Pretty complicated (and well engineered) stuff.


----------



## bbq engineer

I have built a couple of vertical cabinets, and they work exceptionally well. Here is a rough diagram of how they work...



The fire is positioned below the water pan, which acts as a heat sink and stabilizes the temperature fluctuations and also adds humidity to the air. There are channels on the sides that also allow heat and smoke to divert around the water pan into the smoking chamber.  The smoke stack exit is at the bottom of the smoking chamber so the entire thing fills with smoke (S.S. Exit on my diagram).


----------



## kingofbother

Awesome info.  This is really what I needed.  I want to build one.  How is the heat recovery after opening the door?  If you want to mop or check the temp of the meat how long does it take to recover?  Also what is the temp diff. from the top to the bottom?  Thanks for the info.  
	

	
	
		
		



		
		
	


	





How is the firebox vented? and how do you control the temp?


----------



## tn_bbq

Heat recovery is good with my BWS. Heat recovery has to do with design, insulation, WEIGHT, etc.  I'm not a big fan of opening the door (card carrying member of the "if you're looking, you ain't cooking" club).  

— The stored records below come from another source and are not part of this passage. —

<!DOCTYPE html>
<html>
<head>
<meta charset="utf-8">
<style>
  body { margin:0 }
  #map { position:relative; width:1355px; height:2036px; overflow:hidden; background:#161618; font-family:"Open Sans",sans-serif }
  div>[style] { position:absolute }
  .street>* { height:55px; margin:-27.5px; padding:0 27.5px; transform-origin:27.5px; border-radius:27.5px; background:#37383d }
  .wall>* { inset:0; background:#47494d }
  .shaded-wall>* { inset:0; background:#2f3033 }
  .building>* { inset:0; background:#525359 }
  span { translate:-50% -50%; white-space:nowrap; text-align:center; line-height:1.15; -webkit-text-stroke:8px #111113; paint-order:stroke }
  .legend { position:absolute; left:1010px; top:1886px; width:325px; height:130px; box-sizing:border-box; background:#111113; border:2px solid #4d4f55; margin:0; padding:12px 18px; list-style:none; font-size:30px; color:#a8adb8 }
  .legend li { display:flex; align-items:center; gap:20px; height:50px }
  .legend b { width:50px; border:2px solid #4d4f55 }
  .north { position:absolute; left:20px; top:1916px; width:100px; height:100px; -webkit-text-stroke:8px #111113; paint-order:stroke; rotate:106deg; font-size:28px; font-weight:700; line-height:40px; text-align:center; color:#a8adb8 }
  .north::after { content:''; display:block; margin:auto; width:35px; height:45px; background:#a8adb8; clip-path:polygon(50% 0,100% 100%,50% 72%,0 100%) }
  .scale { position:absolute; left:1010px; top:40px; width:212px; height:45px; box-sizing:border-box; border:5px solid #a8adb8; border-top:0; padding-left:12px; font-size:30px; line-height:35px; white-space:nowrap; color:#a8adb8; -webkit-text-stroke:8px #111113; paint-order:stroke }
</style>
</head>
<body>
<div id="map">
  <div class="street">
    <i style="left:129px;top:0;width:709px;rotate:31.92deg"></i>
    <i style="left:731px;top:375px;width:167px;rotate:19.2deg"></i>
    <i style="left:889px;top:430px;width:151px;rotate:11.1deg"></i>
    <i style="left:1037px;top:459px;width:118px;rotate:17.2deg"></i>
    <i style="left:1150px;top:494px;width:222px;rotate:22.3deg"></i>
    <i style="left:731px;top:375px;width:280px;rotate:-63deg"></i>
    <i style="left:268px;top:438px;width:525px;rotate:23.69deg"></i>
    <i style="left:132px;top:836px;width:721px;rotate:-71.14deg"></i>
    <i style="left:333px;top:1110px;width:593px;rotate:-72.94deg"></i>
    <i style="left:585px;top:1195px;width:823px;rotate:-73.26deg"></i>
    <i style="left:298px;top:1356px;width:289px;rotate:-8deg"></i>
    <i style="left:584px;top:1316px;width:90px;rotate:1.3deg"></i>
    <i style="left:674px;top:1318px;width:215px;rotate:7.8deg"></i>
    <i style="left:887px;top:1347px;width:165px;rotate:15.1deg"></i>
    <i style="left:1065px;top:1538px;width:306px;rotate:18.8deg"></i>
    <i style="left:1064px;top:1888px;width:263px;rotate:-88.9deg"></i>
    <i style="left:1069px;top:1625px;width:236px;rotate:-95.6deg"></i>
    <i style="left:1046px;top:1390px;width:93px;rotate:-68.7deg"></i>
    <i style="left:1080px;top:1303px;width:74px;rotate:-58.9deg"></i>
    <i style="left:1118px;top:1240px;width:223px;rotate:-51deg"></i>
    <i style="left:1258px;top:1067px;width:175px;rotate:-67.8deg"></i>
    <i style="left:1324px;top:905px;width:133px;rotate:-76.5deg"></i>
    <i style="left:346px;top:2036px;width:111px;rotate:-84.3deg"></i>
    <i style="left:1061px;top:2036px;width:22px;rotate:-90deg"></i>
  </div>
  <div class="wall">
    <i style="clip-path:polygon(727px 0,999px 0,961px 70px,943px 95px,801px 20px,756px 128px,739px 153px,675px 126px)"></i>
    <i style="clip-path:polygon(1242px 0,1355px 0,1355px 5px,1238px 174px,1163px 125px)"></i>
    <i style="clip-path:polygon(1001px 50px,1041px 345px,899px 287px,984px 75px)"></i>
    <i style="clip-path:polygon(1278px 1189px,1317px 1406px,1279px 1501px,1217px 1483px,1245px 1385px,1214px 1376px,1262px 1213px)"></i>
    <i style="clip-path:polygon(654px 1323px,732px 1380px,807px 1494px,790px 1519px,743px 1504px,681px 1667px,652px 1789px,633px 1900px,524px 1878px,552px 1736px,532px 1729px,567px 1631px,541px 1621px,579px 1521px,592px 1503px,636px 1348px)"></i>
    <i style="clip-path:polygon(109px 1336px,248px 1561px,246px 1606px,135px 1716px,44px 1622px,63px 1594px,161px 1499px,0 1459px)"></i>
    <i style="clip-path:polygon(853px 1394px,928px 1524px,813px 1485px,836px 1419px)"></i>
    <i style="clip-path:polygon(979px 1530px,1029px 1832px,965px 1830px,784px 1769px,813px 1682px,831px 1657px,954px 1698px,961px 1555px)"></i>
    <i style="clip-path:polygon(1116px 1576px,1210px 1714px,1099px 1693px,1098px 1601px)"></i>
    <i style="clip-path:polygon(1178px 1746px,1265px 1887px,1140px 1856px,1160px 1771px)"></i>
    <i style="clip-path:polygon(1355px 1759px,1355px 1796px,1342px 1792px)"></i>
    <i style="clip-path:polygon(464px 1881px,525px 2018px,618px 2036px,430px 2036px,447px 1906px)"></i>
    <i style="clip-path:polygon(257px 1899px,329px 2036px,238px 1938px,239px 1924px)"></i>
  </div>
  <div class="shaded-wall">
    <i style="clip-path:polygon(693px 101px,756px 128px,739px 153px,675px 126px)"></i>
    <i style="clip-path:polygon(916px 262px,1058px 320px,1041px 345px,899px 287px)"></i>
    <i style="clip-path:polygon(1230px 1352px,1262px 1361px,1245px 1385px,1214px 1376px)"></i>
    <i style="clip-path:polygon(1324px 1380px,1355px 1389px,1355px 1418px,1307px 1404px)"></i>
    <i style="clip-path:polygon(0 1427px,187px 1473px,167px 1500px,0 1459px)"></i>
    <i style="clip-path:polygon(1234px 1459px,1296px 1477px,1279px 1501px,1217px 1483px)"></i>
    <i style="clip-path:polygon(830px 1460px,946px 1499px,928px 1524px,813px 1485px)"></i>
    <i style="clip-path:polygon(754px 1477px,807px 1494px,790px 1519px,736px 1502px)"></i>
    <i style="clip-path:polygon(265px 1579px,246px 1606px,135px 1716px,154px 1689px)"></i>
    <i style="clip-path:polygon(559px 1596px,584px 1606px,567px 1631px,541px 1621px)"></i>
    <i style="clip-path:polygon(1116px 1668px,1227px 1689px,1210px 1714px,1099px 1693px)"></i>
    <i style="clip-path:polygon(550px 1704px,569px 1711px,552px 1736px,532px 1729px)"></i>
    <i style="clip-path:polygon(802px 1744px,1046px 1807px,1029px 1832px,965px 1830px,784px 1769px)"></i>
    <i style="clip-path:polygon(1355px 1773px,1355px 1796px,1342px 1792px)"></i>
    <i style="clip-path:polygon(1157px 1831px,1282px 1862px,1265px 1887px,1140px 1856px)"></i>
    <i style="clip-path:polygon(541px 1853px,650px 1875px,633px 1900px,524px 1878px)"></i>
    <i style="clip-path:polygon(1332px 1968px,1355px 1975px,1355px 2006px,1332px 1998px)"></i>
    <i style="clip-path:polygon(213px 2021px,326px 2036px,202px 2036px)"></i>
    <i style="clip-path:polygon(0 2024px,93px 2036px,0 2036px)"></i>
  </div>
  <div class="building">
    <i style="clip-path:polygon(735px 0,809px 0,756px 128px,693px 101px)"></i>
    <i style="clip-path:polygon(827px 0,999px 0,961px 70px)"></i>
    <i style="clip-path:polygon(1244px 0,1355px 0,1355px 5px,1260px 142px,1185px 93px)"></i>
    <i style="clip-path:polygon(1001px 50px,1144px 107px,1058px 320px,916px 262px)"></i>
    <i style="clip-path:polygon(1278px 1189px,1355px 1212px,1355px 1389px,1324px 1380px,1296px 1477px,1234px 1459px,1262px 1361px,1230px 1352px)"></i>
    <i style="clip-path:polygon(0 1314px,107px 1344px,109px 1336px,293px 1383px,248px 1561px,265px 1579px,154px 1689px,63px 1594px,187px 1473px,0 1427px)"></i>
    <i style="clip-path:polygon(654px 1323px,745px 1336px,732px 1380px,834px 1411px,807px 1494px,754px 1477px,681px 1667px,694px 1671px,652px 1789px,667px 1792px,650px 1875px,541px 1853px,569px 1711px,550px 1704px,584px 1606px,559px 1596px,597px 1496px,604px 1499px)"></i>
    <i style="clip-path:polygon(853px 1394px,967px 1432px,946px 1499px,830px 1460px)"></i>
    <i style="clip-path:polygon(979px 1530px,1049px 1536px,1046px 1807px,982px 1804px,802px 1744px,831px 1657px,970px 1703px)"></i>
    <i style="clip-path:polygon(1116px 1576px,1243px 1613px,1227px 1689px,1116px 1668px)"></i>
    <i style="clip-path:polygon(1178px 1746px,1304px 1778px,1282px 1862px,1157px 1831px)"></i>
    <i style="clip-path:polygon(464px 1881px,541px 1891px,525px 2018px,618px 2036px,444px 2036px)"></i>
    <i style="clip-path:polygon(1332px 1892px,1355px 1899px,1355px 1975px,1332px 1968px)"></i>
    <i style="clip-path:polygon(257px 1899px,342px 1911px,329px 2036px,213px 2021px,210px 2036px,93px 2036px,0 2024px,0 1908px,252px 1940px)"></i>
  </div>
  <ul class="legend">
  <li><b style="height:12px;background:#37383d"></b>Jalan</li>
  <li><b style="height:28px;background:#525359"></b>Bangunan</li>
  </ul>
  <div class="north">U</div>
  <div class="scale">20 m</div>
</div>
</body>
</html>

Heat temp. diff. is not all that bad. In fact, it's real good (especially compared to offset smokers).  

The BWS are vented with sliding doors on each side of the firebox.


----------



## carpetride

Take a look at the Stumps smokers....works very similar but the lump or briquettes are gravity fed which works out very nice.  I don't think I have many pics of mine but I will look and see.  Lots of clones have been built of the Stumps, Backwoods, and Spicewine.  I considered building one but came across a significant on my Stumps and bought it instead.


----------



## bbq engineer

When I built my smokers, I had a welder and could easily weld a pipe nipple to accept a gate valve as the air intake...so that is what I did. It works really well, and offers a lot a adjustability. Since mine is insulated, it holds heat like nothing else out there. This makes it super efficient and also makes it impervious to the weather...I have smoked in -2° dead of winter with a stiff wind blowing, and my team at work said it was the best Que that they have ever had. Here is a pic of mine with the gate valves. Heat recovery is not an issue. Really you have to learn to control the fire, because if you open the door to let heat out, guess what, you just let air in to stoke the fire hotter. Control the air intake, and control the heat.


----------



## hddm3

wow nice little smoker.


----------